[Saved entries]

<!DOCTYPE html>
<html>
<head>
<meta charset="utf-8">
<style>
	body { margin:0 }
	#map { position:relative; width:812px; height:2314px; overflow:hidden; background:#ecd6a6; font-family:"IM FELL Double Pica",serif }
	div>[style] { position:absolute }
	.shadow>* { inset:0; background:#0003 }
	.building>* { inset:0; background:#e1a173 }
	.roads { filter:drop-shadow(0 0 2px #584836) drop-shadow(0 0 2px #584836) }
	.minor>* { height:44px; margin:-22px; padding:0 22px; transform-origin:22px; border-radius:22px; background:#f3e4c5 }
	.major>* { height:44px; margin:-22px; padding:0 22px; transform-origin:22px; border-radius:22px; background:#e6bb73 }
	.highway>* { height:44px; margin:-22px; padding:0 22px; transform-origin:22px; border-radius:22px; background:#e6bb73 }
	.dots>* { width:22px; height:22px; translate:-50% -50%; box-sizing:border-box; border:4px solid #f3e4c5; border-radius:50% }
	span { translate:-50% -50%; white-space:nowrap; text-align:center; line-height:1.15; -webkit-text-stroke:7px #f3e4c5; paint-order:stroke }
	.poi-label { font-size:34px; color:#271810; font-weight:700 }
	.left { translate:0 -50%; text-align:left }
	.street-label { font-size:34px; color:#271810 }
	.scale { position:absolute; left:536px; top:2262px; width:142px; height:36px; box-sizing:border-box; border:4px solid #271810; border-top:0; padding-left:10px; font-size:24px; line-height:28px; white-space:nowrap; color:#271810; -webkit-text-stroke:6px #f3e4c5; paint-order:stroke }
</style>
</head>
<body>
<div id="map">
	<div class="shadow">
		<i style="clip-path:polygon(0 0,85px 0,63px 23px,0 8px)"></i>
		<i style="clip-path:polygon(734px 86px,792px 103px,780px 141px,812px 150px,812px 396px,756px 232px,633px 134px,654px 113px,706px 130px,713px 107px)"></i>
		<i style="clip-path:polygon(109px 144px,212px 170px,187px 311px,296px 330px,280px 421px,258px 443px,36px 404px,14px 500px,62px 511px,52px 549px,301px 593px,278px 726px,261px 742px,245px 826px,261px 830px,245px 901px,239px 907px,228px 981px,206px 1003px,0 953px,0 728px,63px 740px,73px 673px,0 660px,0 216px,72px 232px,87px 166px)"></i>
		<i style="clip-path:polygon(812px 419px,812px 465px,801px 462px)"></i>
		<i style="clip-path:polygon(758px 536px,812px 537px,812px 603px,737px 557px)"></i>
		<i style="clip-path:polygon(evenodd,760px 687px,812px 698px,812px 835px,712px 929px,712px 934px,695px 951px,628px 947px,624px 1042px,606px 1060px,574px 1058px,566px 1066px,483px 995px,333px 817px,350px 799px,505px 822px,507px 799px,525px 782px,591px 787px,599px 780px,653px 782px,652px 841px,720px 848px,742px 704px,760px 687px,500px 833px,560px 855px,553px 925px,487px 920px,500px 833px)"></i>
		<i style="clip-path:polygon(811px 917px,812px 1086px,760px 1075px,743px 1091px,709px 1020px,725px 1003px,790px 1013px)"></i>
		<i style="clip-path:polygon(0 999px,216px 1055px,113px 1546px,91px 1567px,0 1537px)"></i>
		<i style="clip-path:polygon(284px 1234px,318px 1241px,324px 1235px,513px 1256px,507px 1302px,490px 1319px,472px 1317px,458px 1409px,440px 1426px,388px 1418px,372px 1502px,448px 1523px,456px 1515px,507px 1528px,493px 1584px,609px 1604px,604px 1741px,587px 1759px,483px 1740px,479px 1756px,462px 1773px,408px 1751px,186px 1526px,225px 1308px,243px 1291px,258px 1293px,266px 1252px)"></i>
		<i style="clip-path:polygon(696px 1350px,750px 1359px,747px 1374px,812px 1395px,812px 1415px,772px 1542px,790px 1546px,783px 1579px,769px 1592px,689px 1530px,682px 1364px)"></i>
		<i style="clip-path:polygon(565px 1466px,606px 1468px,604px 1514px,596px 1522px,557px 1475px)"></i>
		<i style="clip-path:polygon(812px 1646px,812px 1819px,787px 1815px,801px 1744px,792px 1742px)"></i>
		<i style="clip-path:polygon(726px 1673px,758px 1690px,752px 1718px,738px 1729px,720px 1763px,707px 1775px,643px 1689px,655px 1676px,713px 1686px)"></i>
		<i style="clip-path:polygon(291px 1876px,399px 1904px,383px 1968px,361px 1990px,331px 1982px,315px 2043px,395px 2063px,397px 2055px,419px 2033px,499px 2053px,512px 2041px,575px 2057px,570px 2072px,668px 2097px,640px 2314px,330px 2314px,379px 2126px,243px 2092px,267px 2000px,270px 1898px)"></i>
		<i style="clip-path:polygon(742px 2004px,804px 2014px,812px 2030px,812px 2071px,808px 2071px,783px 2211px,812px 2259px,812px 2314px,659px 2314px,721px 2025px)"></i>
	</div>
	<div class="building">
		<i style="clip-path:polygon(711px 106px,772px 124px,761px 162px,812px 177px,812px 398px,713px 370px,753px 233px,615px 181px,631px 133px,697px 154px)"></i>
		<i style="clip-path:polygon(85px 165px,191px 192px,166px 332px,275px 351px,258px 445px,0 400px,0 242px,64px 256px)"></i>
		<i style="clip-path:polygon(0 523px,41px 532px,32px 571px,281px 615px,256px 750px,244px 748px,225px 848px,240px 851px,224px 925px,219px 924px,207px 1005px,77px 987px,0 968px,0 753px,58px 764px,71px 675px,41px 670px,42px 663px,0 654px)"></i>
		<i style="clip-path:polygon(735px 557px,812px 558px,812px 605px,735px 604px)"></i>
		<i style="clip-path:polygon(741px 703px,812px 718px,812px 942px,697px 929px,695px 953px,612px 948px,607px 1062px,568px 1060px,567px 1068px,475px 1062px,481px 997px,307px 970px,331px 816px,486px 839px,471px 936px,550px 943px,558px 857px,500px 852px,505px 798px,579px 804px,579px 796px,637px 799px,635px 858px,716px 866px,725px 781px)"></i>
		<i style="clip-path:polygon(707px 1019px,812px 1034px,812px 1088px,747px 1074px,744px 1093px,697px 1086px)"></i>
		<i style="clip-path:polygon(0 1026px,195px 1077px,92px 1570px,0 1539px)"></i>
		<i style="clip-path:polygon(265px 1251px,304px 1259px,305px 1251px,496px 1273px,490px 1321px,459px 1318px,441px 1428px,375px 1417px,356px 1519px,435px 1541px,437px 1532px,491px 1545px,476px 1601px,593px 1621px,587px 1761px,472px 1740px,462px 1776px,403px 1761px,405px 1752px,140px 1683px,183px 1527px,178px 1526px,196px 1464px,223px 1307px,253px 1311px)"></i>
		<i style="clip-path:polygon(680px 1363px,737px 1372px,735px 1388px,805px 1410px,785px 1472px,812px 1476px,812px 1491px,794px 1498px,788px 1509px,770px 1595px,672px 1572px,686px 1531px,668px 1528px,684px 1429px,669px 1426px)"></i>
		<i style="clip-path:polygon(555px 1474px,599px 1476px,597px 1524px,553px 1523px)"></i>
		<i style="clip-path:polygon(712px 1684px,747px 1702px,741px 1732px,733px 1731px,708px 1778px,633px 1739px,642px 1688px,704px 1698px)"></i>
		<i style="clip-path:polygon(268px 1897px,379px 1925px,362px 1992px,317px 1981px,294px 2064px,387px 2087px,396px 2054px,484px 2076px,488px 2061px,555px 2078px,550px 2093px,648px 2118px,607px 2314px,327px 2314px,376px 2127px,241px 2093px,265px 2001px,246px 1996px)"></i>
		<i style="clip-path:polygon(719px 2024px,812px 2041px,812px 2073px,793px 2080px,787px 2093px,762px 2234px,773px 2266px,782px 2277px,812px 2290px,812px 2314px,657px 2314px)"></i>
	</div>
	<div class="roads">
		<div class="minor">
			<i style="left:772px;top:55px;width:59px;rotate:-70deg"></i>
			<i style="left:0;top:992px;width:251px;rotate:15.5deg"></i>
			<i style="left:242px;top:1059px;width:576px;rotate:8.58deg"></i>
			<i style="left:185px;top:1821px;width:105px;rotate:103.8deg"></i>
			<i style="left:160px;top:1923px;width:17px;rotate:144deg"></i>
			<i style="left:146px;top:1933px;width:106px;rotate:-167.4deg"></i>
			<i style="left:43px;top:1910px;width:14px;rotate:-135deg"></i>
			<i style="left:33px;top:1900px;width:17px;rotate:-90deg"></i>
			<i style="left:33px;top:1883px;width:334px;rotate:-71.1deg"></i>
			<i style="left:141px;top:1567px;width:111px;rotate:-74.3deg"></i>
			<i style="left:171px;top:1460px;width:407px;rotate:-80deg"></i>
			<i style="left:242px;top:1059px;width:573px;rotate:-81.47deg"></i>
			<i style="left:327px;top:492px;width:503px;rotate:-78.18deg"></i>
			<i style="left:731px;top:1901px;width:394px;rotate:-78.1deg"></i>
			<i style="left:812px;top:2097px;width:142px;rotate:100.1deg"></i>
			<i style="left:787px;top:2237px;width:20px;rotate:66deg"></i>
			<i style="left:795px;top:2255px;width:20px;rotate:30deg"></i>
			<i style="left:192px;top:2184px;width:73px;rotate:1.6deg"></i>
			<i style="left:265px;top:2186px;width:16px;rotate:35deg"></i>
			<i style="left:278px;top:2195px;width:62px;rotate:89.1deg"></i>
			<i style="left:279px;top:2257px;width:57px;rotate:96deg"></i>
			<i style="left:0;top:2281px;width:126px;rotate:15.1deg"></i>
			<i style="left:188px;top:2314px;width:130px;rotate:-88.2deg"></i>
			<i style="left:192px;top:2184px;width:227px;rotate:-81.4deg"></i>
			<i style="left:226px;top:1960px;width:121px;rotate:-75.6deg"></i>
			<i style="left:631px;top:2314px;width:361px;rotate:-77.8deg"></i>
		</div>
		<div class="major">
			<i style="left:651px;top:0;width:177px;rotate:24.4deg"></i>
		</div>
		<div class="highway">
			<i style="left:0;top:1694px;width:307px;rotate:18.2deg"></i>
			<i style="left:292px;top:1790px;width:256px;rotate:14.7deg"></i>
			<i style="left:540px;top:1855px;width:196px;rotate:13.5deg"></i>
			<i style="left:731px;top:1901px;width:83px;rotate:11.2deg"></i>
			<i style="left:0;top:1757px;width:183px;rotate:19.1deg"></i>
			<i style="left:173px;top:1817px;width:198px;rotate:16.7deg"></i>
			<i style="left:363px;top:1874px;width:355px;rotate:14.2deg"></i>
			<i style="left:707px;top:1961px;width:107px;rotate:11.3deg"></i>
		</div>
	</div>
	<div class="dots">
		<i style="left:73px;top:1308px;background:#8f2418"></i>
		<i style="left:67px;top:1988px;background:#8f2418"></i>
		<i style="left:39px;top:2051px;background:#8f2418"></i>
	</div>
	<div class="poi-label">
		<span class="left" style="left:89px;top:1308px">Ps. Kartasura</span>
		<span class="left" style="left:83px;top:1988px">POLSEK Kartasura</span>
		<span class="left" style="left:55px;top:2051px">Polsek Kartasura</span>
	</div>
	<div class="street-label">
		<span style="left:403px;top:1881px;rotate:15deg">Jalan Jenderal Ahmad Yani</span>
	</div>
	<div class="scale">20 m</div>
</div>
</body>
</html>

→ Exercise prompt
Each line of the records, from the opening one through the line holding "filter:drop-shadow(0 0 2px", should be restated word for word, with nothing else in the answer.

→ Task response
<!DOCTYPE html>
<html>
<head>
<meta charset="utf-8">
<style>
	body { margin:0 }
	#map { position:relative; width:812px; height:2314px; overflow:hidden; background:#ecd6a6; font-family:"IM FELL Double Pica",serif }
	div>[style] { position:absolute }
	.shadow>* { inset:0; background:#0003 }
	.building>* { inset:0; background:#e1a173 }
	.roads { filter:drop-shadow(0 0 2px #584836) drop-shadow(0 0 2px #584836) }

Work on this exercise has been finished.